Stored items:
[Start of Attachment]

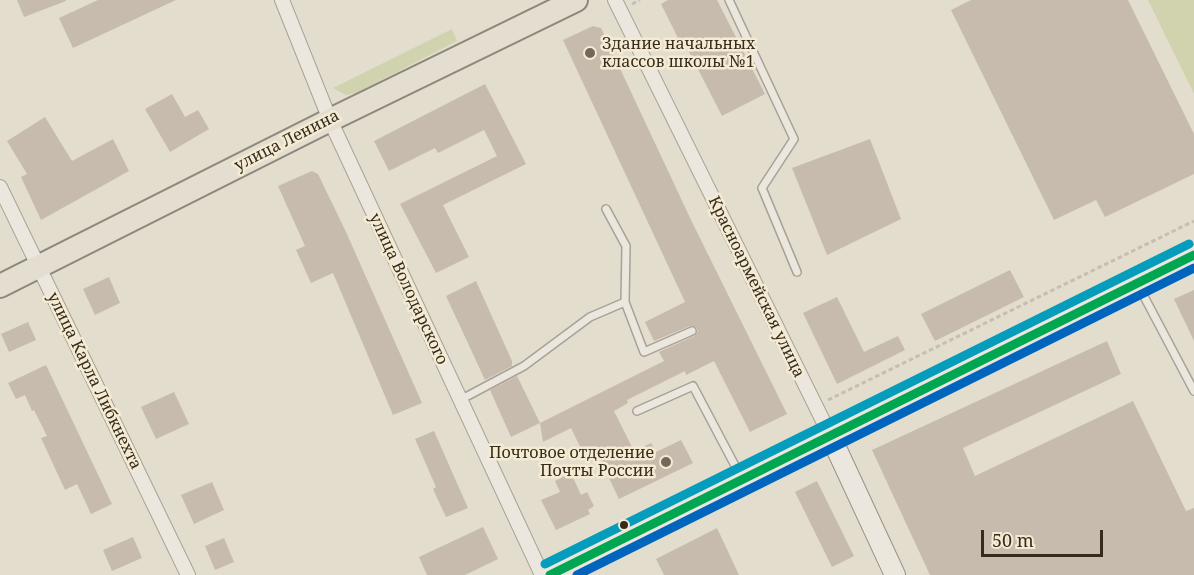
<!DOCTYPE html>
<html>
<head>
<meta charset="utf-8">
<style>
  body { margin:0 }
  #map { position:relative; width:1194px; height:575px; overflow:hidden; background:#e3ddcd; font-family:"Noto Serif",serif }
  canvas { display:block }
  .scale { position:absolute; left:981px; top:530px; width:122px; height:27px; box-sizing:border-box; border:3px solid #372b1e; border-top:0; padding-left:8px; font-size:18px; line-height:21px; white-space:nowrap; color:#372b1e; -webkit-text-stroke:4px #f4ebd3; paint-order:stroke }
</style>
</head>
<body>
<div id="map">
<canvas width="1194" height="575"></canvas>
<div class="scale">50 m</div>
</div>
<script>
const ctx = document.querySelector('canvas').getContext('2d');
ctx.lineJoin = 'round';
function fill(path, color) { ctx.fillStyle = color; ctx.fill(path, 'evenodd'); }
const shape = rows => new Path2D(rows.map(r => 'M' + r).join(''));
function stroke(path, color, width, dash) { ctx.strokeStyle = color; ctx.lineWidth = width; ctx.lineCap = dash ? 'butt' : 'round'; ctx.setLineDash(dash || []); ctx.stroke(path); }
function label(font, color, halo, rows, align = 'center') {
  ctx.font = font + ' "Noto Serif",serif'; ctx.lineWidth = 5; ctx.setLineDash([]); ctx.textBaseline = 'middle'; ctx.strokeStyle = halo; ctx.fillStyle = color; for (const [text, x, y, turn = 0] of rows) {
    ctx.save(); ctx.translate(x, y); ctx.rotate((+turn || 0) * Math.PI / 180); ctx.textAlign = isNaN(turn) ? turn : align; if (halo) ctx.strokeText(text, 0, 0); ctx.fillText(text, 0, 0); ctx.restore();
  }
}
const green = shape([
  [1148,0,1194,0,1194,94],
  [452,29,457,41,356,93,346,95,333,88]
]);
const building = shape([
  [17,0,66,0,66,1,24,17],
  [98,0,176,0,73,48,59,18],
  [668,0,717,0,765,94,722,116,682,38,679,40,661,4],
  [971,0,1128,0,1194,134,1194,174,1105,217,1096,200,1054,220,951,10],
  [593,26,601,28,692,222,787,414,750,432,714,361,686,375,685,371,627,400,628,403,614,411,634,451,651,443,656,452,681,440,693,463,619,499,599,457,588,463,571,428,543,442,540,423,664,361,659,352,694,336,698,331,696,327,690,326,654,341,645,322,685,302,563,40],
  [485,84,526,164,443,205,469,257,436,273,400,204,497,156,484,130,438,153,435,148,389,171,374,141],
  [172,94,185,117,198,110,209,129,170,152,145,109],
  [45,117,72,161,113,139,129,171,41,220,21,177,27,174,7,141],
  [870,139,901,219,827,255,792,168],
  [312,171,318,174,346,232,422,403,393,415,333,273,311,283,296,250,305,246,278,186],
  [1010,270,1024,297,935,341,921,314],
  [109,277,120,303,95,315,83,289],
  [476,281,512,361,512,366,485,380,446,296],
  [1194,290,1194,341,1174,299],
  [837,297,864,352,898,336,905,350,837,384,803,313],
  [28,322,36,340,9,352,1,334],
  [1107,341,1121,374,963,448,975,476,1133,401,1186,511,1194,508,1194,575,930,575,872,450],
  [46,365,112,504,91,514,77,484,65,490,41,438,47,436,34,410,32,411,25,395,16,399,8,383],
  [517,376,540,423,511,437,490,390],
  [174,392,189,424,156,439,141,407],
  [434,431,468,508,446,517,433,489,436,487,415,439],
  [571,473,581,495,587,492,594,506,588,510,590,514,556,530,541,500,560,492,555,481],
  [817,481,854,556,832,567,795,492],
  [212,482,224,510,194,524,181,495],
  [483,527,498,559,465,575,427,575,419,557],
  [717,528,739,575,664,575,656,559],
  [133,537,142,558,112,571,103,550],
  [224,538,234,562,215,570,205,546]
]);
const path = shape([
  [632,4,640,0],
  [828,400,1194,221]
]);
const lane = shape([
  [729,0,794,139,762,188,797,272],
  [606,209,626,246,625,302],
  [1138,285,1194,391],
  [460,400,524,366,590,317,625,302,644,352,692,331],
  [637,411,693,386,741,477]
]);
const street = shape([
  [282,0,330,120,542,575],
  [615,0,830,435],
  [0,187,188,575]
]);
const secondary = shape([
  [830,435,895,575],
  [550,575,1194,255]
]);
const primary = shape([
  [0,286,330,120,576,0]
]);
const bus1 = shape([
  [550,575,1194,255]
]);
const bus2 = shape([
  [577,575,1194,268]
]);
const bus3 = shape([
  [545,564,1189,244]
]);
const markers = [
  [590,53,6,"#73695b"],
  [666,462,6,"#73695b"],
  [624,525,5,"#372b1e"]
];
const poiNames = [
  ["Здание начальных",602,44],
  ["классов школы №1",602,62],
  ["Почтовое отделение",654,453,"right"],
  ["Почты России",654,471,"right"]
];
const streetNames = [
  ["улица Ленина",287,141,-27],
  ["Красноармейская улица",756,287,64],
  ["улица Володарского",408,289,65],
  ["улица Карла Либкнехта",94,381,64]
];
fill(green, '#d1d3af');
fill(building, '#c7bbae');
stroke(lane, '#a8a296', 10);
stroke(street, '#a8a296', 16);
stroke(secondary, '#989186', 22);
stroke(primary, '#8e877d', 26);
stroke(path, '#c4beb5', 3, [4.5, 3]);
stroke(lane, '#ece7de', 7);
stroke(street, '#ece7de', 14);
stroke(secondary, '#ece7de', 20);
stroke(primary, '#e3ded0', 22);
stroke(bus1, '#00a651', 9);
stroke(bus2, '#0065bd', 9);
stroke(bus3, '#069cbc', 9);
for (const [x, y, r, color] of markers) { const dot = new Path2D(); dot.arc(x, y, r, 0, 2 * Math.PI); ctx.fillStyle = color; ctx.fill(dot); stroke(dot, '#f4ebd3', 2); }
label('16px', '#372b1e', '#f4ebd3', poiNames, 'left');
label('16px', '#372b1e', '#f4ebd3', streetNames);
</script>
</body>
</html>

[End of Attachment]
[Start of Attachment]

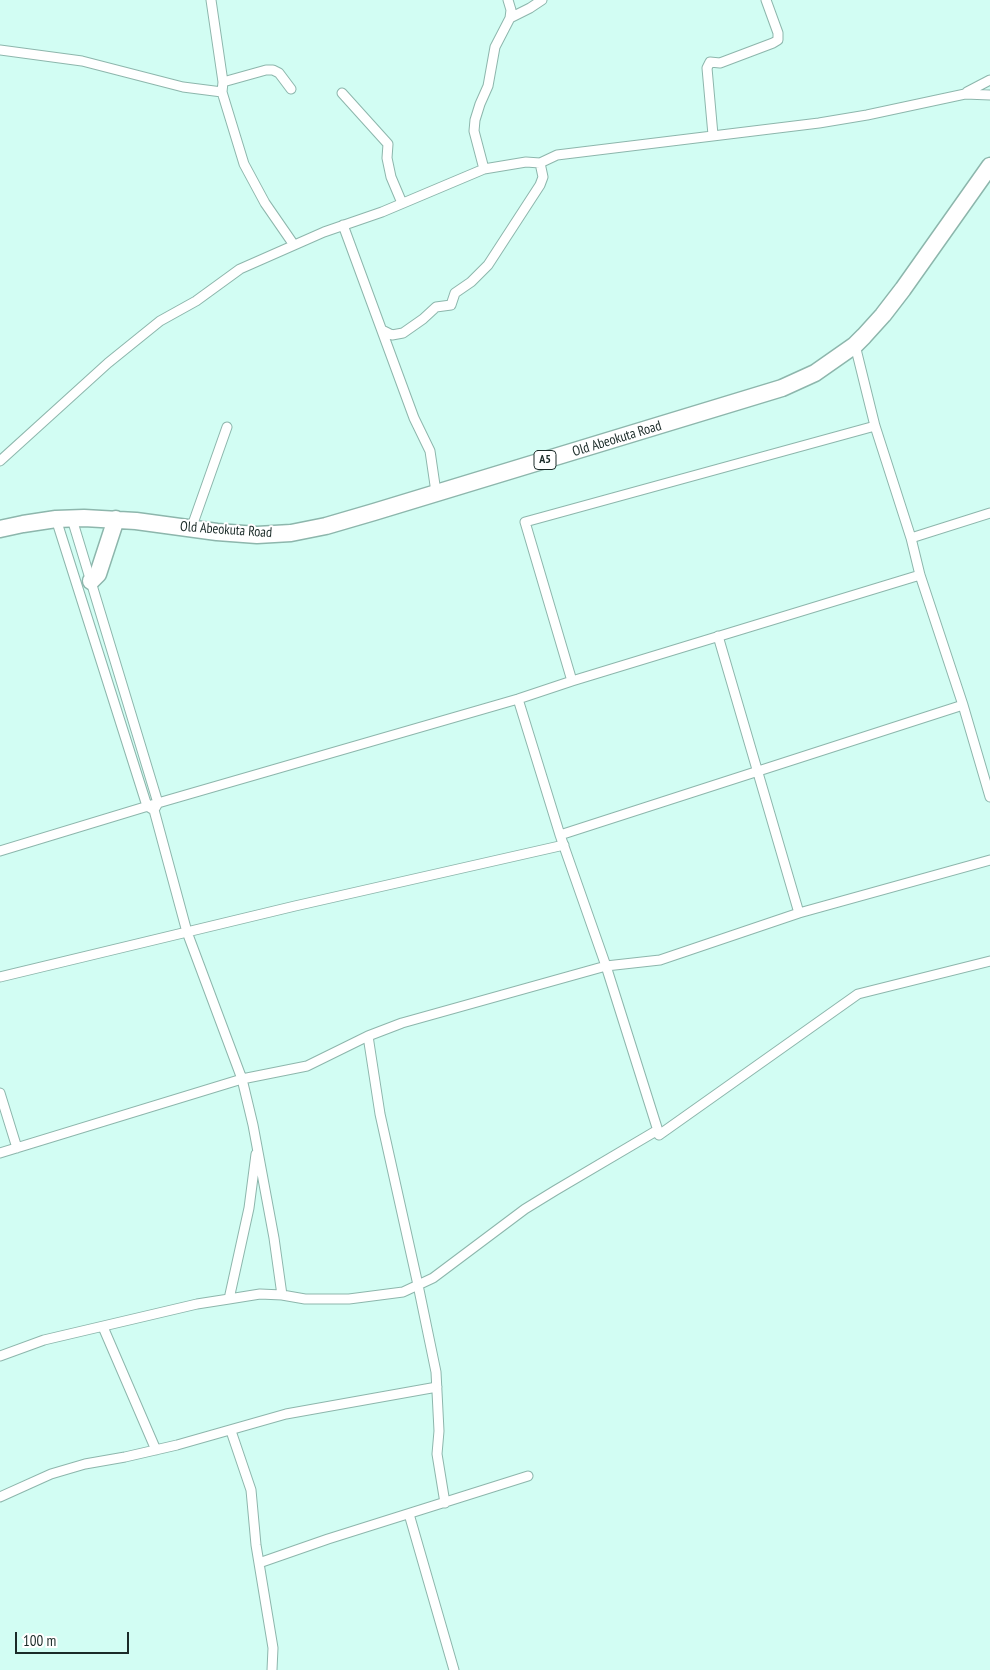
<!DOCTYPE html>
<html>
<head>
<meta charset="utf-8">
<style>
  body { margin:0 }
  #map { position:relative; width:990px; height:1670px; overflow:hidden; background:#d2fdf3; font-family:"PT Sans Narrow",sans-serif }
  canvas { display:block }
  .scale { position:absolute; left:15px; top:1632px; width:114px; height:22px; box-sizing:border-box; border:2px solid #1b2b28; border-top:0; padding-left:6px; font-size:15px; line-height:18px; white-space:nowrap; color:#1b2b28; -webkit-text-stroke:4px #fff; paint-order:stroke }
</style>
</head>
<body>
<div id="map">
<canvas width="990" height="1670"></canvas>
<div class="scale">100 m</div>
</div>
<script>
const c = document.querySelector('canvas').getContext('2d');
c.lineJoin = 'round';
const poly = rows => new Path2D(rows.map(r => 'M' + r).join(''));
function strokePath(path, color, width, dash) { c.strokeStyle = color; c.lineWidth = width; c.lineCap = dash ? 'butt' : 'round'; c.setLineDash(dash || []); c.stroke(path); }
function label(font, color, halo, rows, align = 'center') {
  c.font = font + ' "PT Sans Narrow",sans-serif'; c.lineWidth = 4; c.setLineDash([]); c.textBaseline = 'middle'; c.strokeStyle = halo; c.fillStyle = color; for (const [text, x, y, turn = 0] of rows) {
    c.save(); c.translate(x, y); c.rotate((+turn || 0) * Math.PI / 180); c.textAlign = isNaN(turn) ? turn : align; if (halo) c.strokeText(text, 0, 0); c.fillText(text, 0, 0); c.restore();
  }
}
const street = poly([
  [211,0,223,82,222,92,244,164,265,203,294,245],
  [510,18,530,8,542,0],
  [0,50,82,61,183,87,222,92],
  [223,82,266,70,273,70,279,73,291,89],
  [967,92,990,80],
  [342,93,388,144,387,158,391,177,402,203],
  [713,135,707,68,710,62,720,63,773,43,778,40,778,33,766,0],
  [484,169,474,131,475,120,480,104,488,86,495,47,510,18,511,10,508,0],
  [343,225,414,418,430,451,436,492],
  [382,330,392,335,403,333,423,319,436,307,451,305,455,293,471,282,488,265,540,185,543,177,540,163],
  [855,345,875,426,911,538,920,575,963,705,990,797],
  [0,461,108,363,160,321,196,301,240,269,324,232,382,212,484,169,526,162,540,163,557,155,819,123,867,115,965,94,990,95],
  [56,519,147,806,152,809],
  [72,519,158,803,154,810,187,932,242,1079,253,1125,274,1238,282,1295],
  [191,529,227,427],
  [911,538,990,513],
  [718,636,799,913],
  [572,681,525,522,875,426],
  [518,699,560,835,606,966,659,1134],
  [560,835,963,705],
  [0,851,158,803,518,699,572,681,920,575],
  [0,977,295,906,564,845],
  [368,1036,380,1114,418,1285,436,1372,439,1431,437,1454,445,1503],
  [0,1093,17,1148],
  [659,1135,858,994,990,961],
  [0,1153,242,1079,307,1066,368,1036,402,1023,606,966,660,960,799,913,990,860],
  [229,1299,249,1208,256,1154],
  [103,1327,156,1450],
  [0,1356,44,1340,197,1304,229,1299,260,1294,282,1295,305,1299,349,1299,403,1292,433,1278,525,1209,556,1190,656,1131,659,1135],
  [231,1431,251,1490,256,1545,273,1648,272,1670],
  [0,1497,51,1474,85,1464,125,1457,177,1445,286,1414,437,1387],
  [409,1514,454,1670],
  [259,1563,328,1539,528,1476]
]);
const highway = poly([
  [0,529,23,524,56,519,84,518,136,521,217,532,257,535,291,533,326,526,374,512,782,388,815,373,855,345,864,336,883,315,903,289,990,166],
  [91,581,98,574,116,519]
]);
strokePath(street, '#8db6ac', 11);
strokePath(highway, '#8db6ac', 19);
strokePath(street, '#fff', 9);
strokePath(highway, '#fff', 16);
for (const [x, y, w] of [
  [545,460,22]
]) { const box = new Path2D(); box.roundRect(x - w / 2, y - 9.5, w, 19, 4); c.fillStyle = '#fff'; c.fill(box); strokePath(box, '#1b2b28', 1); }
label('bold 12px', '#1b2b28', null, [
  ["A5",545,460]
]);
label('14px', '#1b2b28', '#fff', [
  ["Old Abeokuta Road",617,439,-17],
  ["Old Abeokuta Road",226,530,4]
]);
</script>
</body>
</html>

[End of Attachment]

What is being asked:
Show all lines from the records above where the word "scale" occurs.

Solution for this exercise:
  .scale { position:absolute; left:981px; top:530px; width:122px; height:27px; box-sizing:border-box; border:3px solid #372b1e; border-top:0; padding-left:8px; font-size:18px; line-height:21px; white-space:nowrap; color:#372b1e; -webkit-text-stroke:4px #f4ebd3; paint-order:stroke }
<div class="scale">50 m</div>
  .scale { position:absolute; left:15px; top:1632px; width:114px; height:22px; box-sizing:border-box; border:2px solid #1b2b28; border-top:0; padding-left:6px; font-size:15px; line-height:18px; white-space:nowrap; color:#1b2b28; -webkit-text-stroke:4px #fff; paint-order:stroke }
<div class="scale">100 m</div>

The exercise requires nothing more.